At cryogenic temperatures, neodymium nickelate (NdNiO3) is an antiferromagnetic insulator, i.e. the spins of the valence electrons align in an alternating pattern with no resulting net magnetization. Above 200 K, this material becomes a metal and the antiferromagnetic spin ordering disappears concomitantly. When an epitaxial NdNiO3 thin film is grown on a lanthanum aluminate (LaAlO3) substrate, the slightly different lattice constants of the two materials induce static strain in the film leading to a reduction of the insulator–metal-transition temperature from 200 K of the bulk material to about 130 K.
Interestingly, the electrical properties of the NdNiO3 film can be changed on ultrafast time scales by selectively exciting lattice vibrations in the LaAlO3 substrate.

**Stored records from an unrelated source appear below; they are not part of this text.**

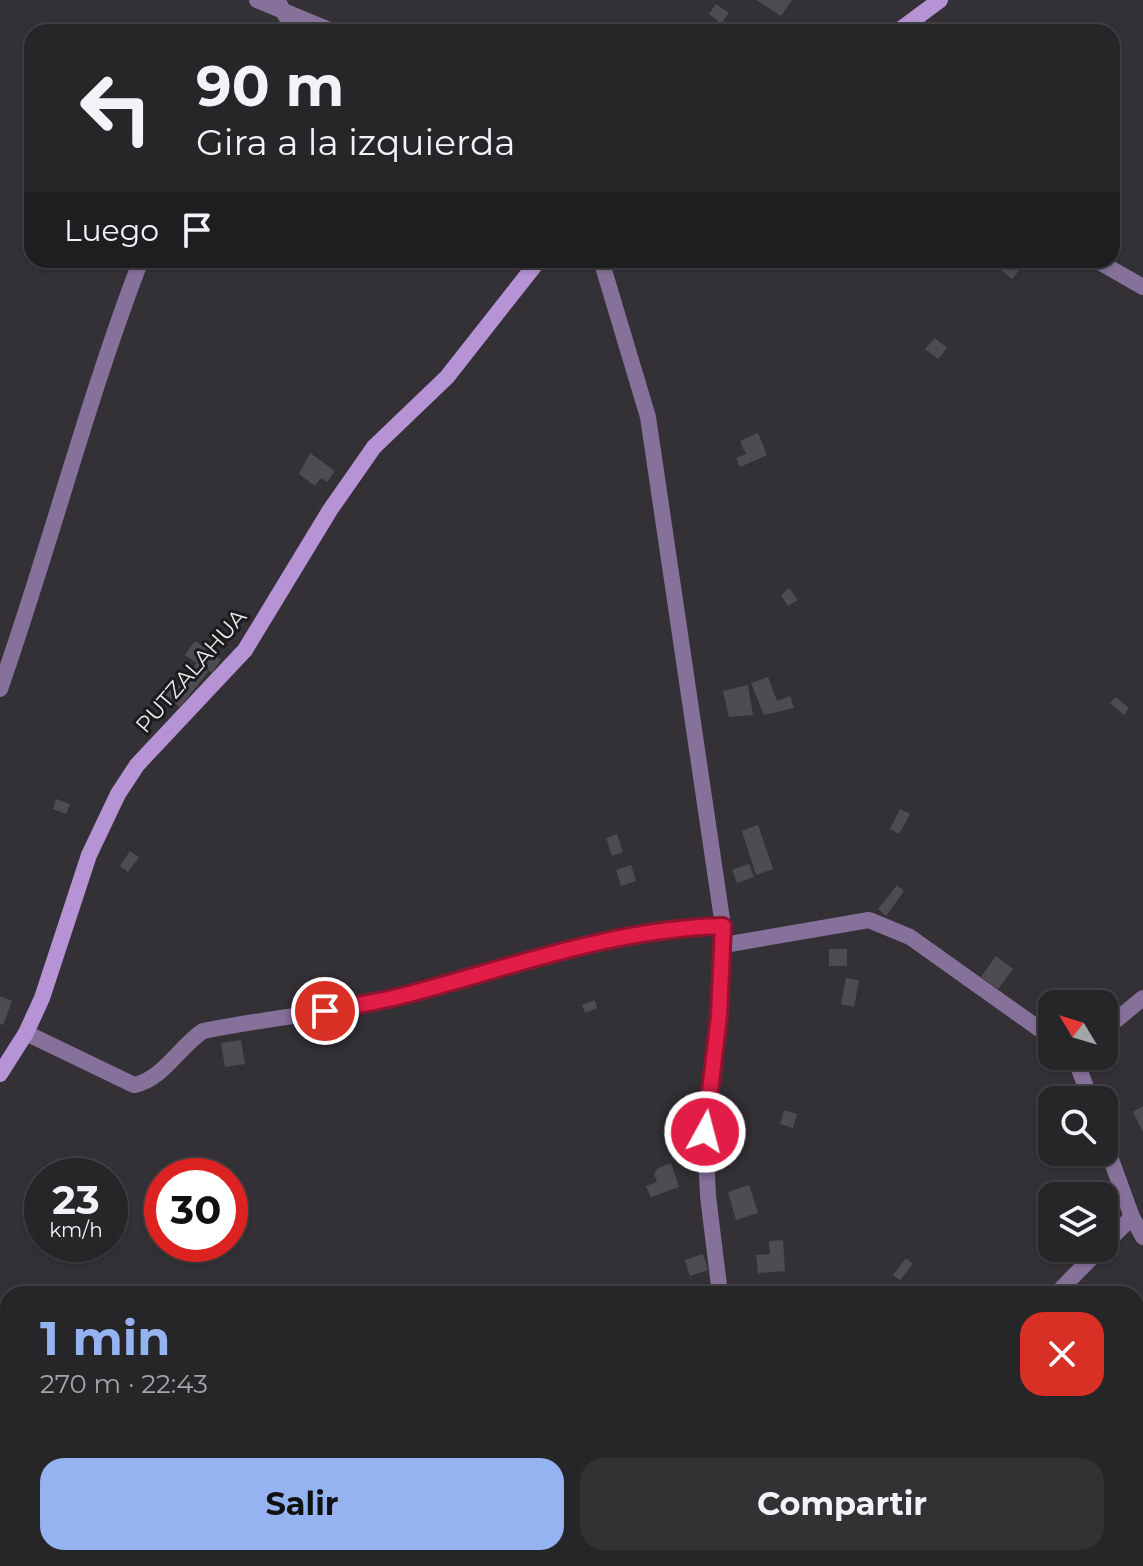 <!DOCTYPE html>
<html lang="es">
<head>
<meta charset="utf-8">
<style>
	body { margin:0; font-family:Montserrat,sans-serif; background:#323134; color:#f1f3f6; height:100vh; display:flex; flex-direction:column; font-size:30px; white-space:nowrap }
	* { box-sizing:border-box; margin:0 }
	p { font-size:26px; color:#a4a5a8 }
	.icon { flex:none; width:44px; height:44px; fill:none; stroke:currentColor; stroke-width:2; stroke-linecap:round; stroke-linejoin:round }
	.map { position:relative; flex:1; overflow:hidden }
	.details { position:absolute; left:0px; top:1286px; width:1144px; height:280px; display:flex; flex-direction:column; background:#262528; border-radius:24px 24px 0 0; box-shadow:0 2px 6px #0004,0 0 0 2px #424245 }
	.details>* { flex:none }
	.hud { position:absolute; left:24px; top:24px; width:1096px; height:244px; border-radius:24px; box-shadow:0 2px 6px #0004,0 0 0 2px #424245; background:#262528; color:#f1f3f6; overflow:hidden }
	.needle { width:52px; rotate:308deg }
	.controls { position:absolute; left:1038px; top:990px; display:grid; gap:16px }
	.controls a { display:grid; place-items:center; width:80px; height:80px; border-radius:16px; background:#262528; box-shadow:0 2px 6px #0004,0 0 0 2px #424245; font-size:40px }
	.speed { position:absolute; left:24px; top:1158px; display:flex; gap:16px; font-size:40px; font-weight:700; text-align:center }
	.speed>* { display:grid; place-content:center; width:104px; height:104px; border-radius:50%; background:#262528; box-shadow:0 2px 6px #0004,0 0 0 2px #424245; line-height:1 }
	.speed small { font-size:20px; font-weight:400 }
	.speed .limit { border:12px solid #d22; background:#fff; color:#111 }
	.pin { position:absolute; display:grid; place-items:center; width:68px; height:68px; color:#fff; margin:-34px; border:4px solid #fff; border-radius:50%; box-shadow:0 2px 8px #0007 }
	.me { position:absolute; width:88px; margin:-44px; rotate:7deg; stroke-linejoin:round; filter:drop-shadow(0 0 6px #0008) }
	.turn { display:flex; align-items:center; gap:28px; height:168px; padding:0 40px; font-size:36px }
	.turn .icon { width:104px; height:104px; stroke-width:2.5 }
	.turn b { display:block; font-size:56px; line-height:68px }
	.then { display:flex; align-items:center; height:76px; padding:0 40px; background:#0003; gap:16px; font-size:30px }
	.round { display:grid; place-items:center; flex:none; width:84px; height:84px; border-radius:24px; background:#323134 }
	.overview { display:flex; align-items:center; justify-content:space-between; height:136px; padding:0 40px }
	h1 { font-size:48px; font-weight:700; line-height:60px; color:#95b2f1 }
	.primary-button { display:flex; gap:16px; margin-top:auto; padding:16px 40px }
	.primary-button a { flex:1; height:92px; border-radius:24px; background:#95b2f1; color:#111; font-size:32px; font-weight:700; line-height:92px; text-align:center }
	.primary-button a+a { background:#323134; color:#f1f3f6 }
	.map>svg:first-child { display:block }
</style>
</head>
<body>
<div class="map">
<svg width="1143" height="1566" viewBox="0 0 1143 1566">
	<rect width="100%" height="100%" fill="#333136"/>
	<g fill="#4f4c51">
		<polygon points="756,0 792,0 781,16"/>
		<polygon points="716,4 729,13 721,24 727,29 725,32 711,30 718,21 709,14"/>
		<polygon points="995,260 1021,260 1025,263 1012,279 992,263"/>
		<polygon points="935,338 947,348 938,359 925,349"/>
		<polygon points="758,433 767,455 740,467 736,458 746,454 740,441"/>
		<polygon points="310,453 335,471 327,482 321,478 315,486 299,474"/>
		<polygon points="789,588 798,600 788,606 781,595"/>
		<polygon points="195,641 221,659 212,673 201,665 208,672 180,707 163,694 169,687 175,691 180,684 184,687 197,672 193,668 197,663 185,655"/>
		<polygon points="768,677 777,701 790,696 794,708 764,715 751,683"/>
		<polygon points="748,685 753,715 729,717 723,691"/>
		<polygon points="1116,697 1129,708 1124,715 1110,703"/>
		<polygon points="56,799 70,804 66,814 53,809"/>
		<polygon points="900,809 910,814 899,834 890,829"/>
		<polygon points="758,825 773,869 756,875 742,831"/>
		<polygon points="617,834 623,852 612,856 606,838"/>
		<polygon points="130,851 139,857 128,872 120,866"/>
		<polygon points="749,864 754,877 737,883 732,870"/>
		<polygon points="631,865 636,881 621,886 616,870"/>
		<polygon points="897,885 904,891 886,916 878,909"/>
		<rect x="829" y="949" width="18" height="17"/>
		<polygon points="996,956 1013,969 998,989 981,977"/>
		<polygon points="846,978 859,980 854,1007 841,1004"/>
		<polygon points="0,996 12,1001 3,1025 0,1024"/>
		<polygon points="595,1000 597,1008 585,1013 582,1005"/>
		<polygon points="241,1040 245,1064 225,1067 221,1043"/>
		<polygon points="1143,1106 1143,1132 1133,1112"/>
		<polygon points="784,1110 797,1114 793,1128 780,1124"/>
		<polygon points="671,1163 679,1187 651,1197 646,1186 657,1182 654,1174 658,1168"/>
		<polygon points="749,1185 758,1213 736,1220 728,1192"/>
		<polygon points="783,1240 785,1271 758,1273 756,1255 770,1254 769,1241"/>
		<polygon points="703,1254 708,1270 690,1276 685,1260"/>
		<polygon points="906,1258 913,1264 900,1280 893,1275"/>
		<rect x="681" y="1286" width="14" height="8"/>
		<polygon points="1143,1377 1143,1402 1136,1409 1136,1384"/>
		<polygon points="510,1558 527,1558 520,1566 503,1566"/>
		<polygon points="618,1558 627,1558 633,1562 631,1566 612,1566"/>
		<polygon points="882,1558 896,1558 906,1566 875,1566"/>
	</g>
	<g fill="none" stroke-linecap="round" stroke-linejoin="round">
		<g stroke="#86719a" stroke-width="16">
			<polyline points="257,0 334,32"/>
			<polyline points="280,5 288,20 287,32"/>
			<polyline points="601,260 648,417 723,926 719,1016 705,1132 708,1196 720,1294"/>
			<polyline points="1096,260 1143,287"/>
			<path d="M 0,689 C 50,547 87,400 141,260"/>
			<polyline points="724,945 869,920 910,937 1052,1038"/>
			<polyline points="1104,1030 1143,998"/>
			<path d="M 26,1033 L 134,1085 C 162,1080 179,1047 203,1031 C 271,1017 341,1012 408,995 C 513,967 613,929 723,926"/>
			<polyline points="1074,1056 1091,1100"/>
			<polyline points="1104,1140 1132,1217 1143,1237"/>
			<polyline points="1104,1245 1132,1217"/>
			<polyline points="1056,1294 1101,1248"/>
			<polyline points="0,1380 8,1392"/>
			<polyline points="0,1438 8,1436"/>
			<polyline points="100,1558 105,1566"/>
			<polyline points="570,1566 579,1558"/>
			<polyline points="818,1566 825,1558"/>
		</g>
		<g stroke="#b693d5" stroke-width="16">
			<polyline points="897,32 940,0"/>
			<polyline points="0,1074 26,1033 42,998 89,855 118,794 137,765 245,650 330,510 374,447 447,377 539,260"/>
		</g>
	</g>
	<g fill="none" stroke-linecap="round" stroke-linejoin="round">
		<defs>
			<path id="route" d="M 325,1011 C 353,1005 381,1002 409,994 C 515,966 612,929 723,926 L 719,1016 L 705,1132"/>
		</defs>
		<use href="#route" stroke="#92132f" stroke-width="20"/>
		<use href="#route" stroke="#e11d48" stroke-width="14"/>
	</g>
	<g text-anchor="middle" dominant-baseline="central" stroke-width="6" stroke-linejoin="round" paint-order="stroke">
		<g font-size="22" fill="#eceaed" stroke="#1b1a1c">
			<text transform="translate(191 671) rotate(-49)">PUTZALAHUA</text>
		</g>
	</g>
</svg>
<div class="controls">
<a><svg class="needle" viewBox="-14 -14 28 28"><path d="M0-13l5 13h-10z" fill="#e53935"/><path d="M0 13l5-13h-10z" fill="#a4a5a8"/></svg></a>
<a><svg class="icon" aria-label="search" viewBox="0 0 24 24"><circle cx="10" cy="10" r="6"/><path d="M15 15l6 6"/></svg></a>
<a><svg class="icon" aria-label="layers" viewBox="0 0 24 24"><path d="M12 4l9 5-9 5-9-5zM3 14l9 5 9-5"/></svg></a>
</div>
<div class="speed"><div>23<small>km/h</small></div><div class="limit">30</div></div>
<div class="pin" style="left:325px;top:1011px;background:#d93025"><svg class="icon" aria-label="arrive" viewBox="0 0 24 24"><path d="M6 21V4h12l-3 4 3 4H6"/></svg></div>
<svg class="me" style="left:705px;top:1132px" viewBox="-20 -20 40 40"><circle r="17" fill="#e11d48" stroke="#fff" stroke-width="3"/><path d="M0-11L8 9 0 5-8 9z" fill="#fff"/></svg>
<div class="hud">
<div class="turn"><svg class="icon" aria-label="left" viewBox="0 0 24 24"><path d="M17 20v-9H6M10 6l-5 5 5 5"/></svg><div><b>90 m</b>Gira a la izquierda</div></div>
<div class="then">Luego<svg class="icon" aria-label="arrive" viewBox="0 0 24 24"><path d="M6 21V4h12l-3 4 3 4H6"/></svg></div>
</div>
<section class="details">
<div class="overview"><div><h1>1 min</h1><p>270 m · 22:43</p></div><a class="round" style="background:#d93025;color:#fff"><svg class="icon" aria-label="close" viewBox="0 0 24 24"><path d="M6 6l12 12M18 6L6 18"/></svg></a></div>
<div class="primary-button"><a>Salir</a><a>Compartir</a></div>
</section>
</div>
</body>
</html>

This was shown in an earlier publication of the main authors in Physical Review Letters. “In that experiment, a mid-infrared laser pulse at 15 µm wavelength triggered a vibrational mode in the substrate and a drastic change of electrical conductivity in the nickelate film was observed by measuring the change of the sample reflectivity with a terahertz, that is far-infrared, pulse,” said Caviglia.

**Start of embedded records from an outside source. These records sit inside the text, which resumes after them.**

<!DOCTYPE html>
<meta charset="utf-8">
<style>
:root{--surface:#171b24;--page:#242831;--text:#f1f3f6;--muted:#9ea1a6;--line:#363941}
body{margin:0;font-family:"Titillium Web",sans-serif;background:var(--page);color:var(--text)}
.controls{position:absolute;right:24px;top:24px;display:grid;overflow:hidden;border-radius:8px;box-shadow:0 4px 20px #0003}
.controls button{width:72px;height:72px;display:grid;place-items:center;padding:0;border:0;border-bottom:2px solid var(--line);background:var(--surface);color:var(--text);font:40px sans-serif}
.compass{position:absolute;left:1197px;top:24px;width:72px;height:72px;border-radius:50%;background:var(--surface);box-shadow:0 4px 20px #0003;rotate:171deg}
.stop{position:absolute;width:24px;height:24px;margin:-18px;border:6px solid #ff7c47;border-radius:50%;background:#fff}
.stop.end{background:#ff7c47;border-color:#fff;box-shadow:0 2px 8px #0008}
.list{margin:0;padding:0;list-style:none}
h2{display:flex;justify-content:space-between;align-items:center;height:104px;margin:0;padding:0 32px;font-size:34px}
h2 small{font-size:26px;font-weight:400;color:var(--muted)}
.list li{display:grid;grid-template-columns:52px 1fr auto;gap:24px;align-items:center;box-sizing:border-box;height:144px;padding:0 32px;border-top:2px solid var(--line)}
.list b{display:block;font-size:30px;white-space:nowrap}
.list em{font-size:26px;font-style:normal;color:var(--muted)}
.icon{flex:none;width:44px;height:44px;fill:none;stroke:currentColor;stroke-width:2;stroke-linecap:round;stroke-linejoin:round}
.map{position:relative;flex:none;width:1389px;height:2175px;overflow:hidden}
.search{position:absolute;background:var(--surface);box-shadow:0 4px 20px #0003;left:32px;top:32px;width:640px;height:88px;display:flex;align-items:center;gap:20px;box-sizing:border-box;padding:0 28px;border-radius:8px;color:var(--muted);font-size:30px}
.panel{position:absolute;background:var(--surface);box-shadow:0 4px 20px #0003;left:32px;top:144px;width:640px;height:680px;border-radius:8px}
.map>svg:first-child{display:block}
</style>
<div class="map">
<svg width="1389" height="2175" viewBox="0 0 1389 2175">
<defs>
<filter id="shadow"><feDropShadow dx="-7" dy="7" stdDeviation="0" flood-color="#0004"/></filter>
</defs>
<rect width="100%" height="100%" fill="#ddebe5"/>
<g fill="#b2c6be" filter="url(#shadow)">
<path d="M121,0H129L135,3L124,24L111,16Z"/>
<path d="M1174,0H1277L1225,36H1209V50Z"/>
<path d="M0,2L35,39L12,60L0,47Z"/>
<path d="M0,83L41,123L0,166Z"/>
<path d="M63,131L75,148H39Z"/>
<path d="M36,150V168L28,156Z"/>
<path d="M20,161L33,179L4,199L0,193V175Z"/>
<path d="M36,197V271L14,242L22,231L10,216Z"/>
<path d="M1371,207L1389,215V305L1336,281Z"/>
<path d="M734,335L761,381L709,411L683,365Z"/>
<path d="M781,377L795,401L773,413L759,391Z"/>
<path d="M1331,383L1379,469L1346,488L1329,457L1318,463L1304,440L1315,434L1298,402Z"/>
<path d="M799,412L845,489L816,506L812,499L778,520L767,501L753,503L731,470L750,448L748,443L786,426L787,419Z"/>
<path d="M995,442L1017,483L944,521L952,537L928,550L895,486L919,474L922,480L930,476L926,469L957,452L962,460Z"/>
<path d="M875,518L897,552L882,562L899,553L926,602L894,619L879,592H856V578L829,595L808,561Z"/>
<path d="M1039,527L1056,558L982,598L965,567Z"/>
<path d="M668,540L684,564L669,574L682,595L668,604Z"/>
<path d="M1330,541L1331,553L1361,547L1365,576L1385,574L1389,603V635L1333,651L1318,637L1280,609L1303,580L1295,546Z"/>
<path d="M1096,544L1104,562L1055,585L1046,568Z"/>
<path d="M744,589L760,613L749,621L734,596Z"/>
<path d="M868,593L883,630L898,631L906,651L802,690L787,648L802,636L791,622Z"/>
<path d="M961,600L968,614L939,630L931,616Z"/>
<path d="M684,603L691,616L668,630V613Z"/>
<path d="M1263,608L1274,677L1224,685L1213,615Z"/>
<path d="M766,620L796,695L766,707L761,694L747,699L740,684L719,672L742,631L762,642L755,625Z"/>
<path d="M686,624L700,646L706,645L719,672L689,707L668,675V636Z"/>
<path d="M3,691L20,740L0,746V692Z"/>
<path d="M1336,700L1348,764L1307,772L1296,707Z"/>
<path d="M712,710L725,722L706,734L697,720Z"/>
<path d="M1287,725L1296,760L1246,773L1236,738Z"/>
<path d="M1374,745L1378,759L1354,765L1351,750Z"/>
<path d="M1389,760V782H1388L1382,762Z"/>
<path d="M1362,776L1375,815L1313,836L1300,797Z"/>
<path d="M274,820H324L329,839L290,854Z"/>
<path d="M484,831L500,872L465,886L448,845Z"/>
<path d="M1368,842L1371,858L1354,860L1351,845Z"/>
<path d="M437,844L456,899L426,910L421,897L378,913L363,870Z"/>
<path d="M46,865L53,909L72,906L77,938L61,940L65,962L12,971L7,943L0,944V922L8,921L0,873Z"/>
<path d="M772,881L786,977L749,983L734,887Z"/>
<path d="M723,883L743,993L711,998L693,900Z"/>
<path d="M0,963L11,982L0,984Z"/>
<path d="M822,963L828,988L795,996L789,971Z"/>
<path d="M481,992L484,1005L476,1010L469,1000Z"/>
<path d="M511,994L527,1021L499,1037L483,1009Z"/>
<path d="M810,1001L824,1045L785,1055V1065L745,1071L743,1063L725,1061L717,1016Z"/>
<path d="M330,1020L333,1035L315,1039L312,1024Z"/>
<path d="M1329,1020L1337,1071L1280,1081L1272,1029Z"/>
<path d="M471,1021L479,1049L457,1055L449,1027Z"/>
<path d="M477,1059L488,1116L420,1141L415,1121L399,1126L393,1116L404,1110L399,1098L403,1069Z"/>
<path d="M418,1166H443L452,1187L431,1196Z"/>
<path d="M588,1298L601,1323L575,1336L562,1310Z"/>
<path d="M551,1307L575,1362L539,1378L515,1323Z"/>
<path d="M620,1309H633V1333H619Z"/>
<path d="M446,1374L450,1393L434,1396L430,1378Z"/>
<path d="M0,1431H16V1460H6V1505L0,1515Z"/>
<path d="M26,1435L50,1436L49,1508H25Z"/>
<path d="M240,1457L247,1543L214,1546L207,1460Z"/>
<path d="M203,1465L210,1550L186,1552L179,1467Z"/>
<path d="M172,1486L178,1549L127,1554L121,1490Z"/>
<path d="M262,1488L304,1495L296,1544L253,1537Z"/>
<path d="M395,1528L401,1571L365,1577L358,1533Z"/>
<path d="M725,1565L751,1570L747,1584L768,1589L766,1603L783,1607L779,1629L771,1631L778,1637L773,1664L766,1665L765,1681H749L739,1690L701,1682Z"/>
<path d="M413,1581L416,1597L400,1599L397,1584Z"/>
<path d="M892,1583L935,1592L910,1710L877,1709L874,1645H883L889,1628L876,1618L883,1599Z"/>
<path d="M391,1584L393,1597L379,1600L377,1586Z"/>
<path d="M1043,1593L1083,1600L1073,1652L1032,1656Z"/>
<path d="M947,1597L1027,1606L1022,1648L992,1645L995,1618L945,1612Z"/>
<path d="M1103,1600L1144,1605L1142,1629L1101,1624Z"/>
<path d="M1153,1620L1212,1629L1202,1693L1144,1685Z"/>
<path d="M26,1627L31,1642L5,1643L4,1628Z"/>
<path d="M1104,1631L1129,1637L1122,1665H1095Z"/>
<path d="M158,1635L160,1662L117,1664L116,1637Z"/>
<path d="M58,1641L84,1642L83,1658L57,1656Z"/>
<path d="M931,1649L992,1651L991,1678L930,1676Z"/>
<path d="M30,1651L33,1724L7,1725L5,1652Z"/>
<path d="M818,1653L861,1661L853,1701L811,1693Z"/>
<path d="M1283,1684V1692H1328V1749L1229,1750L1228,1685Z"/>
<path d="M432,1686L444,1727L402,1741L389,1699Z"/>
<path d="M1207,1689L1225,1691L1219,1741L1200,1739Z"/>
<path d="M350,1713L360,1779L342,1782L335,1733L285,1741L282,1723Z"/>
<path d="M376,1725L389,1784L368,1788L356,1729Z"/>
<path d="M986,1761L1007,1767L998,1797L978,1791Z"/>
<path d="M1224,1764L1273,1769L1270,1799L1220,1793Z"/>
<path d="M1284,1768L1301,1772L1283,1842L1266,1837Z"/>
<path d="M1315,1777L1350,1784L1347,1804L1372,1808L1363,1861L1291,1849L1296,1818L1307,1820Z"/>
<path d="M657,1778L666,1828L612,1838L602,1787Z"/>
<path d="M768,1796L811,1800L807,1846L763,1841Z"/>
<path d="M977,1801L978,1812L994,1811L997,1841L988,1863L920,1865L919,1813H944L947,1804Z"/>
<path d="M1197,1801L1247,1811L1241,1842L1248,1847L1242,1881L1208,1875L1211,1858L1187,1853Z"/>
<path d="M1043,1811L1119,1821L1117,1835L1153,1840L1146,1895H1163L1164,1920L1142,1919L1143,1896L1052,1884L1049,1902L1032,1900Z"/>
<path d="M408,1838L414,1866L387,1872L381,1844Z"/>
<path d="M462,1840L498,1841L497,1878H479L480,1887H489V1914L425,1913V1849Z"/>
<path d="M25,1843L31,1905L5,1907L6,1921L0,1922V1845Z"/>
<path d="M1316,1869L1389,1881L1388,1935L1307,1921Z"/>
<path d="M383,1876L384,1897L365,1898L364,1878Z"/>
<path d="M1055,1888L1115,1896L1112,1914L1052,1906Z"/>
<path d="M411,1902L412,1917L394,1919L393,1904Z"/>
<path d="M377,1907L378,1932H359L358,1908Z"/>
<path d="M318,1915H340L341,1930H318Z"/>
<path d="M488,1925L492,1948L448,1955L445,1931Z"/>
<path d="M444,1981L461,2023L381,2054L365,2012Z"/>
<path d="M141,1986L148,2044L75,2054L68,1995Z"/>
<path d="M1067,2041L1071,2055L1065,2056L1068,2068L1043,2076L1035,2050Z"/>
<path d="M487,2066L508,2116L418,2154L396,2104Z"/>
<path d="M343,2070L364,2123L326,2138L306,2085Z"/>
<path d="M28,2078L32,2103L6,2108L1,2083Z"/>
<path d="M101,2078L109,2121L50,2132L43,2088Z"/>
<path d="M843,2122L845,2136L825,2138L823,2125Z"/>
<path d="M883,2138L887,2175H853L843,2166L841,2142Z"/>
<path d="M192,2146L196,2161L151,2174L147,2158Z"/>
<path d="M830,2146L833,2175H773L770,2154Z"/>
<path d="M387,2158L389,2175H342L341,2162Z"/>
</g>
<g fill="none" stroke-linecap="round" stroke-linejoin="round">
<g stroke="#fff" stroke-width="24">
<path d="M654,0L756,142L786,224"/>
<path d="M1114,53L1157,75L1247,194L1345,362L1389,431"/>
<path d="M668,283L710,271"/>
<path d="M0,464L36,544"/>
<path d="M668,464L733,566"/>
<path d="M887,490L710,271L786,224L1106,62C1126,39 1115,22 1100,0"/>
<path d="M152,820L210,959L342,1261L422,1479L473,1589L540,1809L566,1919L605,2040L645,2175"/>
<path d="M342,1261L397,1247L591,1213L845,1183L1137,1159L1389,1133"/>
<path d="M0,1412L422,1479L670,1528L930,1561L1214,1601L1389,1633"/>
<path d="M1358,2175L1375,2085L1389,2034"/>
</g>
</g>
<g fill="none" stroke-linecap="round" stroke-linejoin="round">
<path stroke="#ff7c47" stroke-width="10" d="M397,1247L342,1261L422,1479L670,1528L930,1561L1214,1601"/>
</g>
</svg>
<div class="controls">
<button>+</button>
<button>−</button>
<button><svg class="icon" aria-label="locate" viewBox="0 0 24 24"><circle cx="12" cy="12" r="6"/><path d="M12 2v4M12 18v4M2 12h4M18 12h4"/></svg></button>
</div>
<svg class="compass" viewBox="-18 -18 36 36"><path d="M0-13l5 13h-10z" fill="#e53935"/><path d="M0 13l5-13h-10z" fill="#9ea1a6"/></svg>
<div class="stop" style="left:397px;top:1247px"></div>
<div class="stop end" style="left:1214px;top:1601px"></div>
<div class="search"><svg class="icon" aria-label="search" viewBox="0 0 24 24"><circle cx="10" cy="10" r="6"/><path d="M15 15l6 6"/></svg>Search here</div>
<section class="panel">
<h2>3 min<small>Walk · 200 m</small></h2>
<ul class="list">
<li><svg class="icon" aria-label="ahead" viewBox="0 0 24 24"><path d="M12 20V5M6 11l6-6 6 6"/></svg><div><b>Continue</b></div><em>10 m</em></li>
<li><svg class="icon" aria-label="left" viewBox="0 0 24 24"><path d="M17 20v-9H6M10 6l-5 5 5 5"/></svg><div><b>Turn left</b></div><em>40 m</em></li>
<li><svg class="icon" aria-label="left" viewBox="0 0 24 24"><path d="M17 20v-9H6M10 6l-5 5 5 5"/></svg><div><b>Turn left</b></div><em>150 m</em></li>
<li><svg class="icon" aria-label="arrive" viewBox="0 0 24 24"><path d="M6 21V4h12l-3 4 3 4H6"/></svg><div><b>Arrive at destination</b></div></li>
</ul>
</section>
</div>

In the current work, the group studied the effect this substrate excitation has on the magnetic properties of the nickelate film. To measure these changes with high spatial and temporal resolution, the team used a technique called time-resolved resonant soft X-ray diffraction at the Linac Coherent Light Source (LCLS) free-electron laser at SLAC, California. The LCLS femtosecond X-ray pulses scatter off the film, carrying time-stamped signatures of the material’s spin ordering that the physicists then used to reconstruct the spatiotemporal magnetic dynamics.
First, the researchers found that the magnetic ordering melts on a timescale of few picoseconds, i.e. at similar time scales as the insulator–metal transition observed earlier, thus suggesting that both processes are connected.
“Even more interestingly, the diffraction experiment showed that the magnetic melting in the nickelate starts locally at the interface to the substrate and propagates, comparable to a wave, from there into the NdNiO3 film,” said Först. “The high speed at which this wave front propagates, indicates that these dynamics are driven by local changes of the electronic structure at the interface”, he added.
Indeed, a theoretical model, assuming the creation of freely movable charge carriers at the hetero-interface by the substrate lattice vibrations, supports this picture. These charges are likely to scramble the antiferromagnetic order as they propagate into the film.
This work was made possible by the ERC Synergy Grant “Frontiers in Quantum Materials’ Control” (Q-MAC), which brings together scientists from the institutions listed above. Further institutions involved in the collaboration are the Diamond Light Source, the Brookhaven National Laboratory, the Lawrence Berkeley National Laboratory, the Stanford Linear Accelerator Center, and the National University of Singapore. CFEL is a cooperation of DESY, the Max Planck Society and the University of Hamburg.